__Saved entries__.
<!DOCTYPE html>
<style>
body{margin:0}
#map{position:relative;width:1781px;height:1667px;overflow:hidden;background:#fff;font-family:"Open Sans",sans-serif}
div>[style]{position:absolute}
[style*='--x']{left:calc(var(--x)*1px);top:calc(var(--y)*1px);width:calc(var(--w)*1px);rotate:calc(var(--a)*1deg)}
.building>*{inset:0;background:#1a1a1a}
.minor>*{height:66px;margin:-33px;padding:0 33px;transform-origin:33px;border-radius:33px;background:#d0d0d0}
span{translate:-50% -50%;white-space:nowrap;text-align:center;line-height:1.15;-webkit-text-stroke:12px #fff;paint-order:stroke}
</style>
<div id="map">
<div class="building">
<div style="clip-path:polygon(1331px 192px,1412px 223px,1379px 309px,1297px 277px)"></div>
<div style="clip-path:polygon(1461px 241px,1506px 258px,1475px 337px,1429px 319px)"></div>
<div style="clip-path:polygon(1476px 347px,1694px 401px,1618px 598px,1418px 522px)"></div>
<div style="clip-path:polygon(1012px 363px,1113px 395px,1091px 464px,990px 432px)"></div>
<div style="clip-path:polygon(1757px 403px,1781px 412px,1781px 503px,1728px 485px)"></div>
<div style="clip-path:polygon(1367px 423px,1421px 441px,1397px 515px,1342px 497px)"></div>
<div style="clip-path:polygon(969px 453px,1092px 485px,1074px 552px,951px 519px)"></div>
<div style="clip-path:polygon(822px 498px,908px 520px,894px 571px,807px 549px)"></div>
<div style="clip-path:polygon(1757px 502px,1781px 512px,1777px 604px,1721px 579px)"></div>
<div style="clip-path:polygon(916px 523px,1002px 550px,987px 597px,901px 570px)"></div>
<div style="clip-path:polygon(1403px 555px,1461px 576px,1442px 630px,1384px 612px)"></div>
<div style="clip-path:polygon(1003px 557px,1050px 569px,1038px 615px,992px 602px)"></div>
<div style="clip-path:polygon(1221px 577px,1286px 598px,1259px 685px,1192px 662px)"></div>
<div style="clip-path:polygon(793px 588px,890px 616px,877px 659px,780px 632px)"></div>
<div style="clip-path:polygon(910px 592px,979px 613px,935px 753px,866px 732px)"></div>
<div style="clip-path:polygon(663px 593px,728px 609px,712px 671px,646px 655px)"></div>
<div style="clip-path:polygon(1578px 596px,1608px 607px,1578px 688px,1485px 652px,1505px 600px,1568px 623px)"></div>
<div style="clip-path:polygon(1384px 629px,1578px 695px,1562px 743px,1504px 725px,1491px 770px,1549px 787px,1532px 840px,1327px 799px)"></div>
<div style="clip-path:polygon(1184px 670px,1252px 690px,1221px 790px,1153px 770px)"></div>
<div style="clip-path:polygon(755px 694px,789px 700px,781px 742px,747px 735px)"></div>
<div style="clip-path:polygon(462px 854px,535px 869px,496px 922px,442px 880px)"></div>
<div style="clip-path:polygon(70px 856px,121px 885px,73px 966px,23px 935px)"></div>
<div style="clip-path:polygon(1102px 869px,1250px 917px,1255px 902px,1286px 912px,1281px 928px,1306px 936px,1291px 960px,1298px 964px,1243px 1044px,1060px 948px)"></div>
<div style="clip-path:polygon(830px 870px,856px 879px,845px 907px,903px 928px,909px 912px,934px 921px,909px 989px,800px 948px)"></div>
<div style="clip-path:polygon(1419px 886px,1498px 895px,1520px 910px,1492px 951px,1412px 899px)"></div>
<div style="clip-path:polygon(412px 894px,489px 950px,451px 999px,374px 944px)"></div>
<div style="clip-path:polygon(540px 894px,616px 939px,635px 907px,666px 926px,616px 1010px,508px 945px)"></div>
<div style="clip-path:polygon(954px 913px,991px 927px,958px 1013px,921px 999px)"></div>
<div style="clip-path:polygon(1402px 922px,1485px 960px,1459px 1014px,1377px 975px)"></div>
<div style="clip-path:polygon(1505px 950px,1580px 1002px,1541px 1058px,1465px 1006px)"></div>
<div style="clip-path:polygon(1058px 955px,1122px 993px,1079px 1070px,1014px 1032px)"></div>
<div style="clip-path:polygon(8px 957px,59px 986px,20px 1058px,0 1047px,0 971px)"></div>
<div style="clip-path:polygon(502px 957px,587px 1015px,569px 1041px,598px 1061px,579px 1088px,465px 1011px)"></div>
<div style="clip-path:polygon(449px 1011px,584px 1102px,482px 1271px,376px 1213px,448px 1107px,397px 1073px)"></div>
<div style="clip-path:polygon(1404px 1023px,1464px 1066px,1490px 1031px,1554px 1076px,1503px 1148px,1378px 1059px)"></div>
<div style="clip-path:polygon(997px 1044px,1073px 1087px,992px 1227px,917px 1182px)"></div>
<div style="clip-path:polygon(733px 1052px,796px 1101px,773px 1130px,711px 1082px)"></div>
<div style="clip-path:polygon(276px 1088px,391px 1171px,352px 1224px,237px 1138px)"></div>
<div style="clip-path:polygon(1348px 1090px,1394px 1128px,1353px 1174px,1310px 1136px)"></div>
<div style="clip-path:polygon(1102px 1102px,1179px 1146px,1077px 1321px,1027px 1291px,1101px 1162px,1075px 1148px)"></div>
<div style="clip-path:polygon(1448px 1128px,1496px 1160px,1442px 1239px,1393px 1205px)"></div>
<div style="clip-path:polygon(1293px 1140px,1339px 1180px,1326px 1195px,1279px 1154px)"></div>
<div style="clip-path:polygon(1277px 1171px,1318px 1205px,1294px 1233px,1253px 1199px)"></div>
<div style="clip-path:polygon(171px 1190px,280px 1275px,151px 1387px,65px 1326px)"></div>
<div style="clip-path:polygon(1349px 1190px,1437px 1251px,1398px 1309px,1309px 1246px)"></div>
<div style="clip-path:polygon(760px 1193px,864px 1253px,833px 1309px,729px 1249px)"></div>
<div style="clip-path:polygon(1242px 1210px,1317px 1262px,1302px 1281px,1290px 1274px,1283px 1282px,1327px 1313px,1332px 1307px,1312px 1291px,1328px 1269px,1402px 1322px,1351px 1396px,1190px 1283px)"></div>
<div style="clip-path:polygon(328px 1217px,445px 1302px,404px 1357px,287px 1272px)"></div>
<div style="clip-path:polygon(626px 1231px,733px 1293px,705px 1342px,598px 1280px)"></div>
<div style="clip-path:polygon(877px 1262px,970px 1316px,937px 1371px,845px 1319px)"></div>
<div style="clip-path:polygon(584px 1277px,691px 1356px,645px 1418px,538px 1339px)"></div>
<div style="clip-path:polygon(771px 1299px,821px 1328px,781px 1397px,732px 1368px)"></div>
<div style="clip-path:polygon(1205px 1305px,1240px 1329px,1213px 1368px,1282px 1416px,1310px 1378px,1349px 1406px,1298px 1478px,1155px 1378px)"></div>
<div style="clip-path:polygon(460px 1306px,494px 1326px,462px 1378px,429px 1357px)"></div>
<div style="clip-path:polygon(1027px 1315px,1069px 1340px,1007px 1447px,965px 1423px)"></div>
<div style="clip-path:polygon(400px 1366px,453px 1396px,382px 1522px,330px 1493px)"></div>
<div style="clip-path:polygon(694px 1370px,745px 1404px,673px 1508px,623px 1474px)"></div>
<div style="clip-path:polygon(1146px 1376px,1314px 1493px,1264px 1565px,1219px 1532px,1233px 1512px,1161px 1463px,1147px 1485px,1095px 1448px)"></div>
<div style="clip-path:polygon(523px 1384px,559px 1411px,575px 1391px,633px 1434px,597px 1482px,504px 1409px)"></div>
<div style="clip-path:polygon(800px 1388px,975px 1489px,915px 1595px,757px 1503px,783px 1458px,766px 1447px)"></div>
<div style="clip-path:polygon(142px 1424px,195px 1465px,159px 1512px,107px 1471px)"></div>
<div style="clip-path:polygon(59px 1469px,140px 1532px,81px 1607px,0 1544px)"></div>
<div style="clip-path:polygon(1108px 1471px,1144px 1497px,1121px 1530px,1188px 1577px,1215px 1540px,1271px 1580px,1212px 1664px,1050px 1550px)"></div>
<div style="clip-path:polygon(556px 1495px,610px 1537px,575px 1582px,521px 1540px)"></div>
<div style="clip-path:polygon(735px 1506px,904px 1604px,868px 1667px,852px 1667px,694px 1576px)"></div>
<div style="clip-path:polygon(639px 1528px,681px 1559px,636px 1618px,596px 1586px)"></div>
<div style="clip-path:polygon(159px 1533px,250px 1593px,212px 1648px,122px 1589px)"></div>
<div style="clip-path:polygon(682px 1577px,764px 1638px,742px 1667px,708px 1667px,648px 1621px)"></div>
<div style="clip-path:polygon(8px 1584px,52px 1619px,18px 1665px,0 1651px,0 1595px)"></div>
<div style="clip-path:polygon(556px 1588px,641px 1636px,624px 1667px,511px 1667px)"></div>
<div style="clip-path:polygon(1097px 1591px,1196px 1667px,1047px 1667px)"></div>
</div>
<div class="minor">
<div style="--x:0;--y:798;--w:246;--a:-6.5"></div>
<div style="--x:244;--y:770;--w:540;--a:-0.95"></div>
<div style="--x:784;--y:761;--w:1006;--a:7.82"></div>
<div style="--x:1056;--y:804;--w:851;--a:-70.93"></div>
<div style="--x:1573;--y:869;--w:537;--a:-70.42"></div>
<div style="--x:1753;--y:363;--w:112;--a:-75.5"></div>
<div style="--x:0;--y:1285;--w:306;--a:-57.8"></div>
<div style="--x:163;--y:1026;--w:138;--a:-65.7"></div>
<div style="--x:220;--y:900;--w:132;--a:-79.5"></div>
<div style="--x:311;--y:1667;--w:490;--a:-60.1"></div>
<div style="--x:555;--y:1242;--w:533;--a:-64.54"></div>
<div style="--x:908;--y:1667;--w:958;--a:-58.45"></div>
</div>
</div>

__Problem requirements__. Copy each line above that has the word "position".

__Expected answer__.
#map{position:relative;width:1781px;height:1667px;overflow:hidden;background:#fff;font-family:"Open Sans",sans-serif}
div>[style]{position:absolute}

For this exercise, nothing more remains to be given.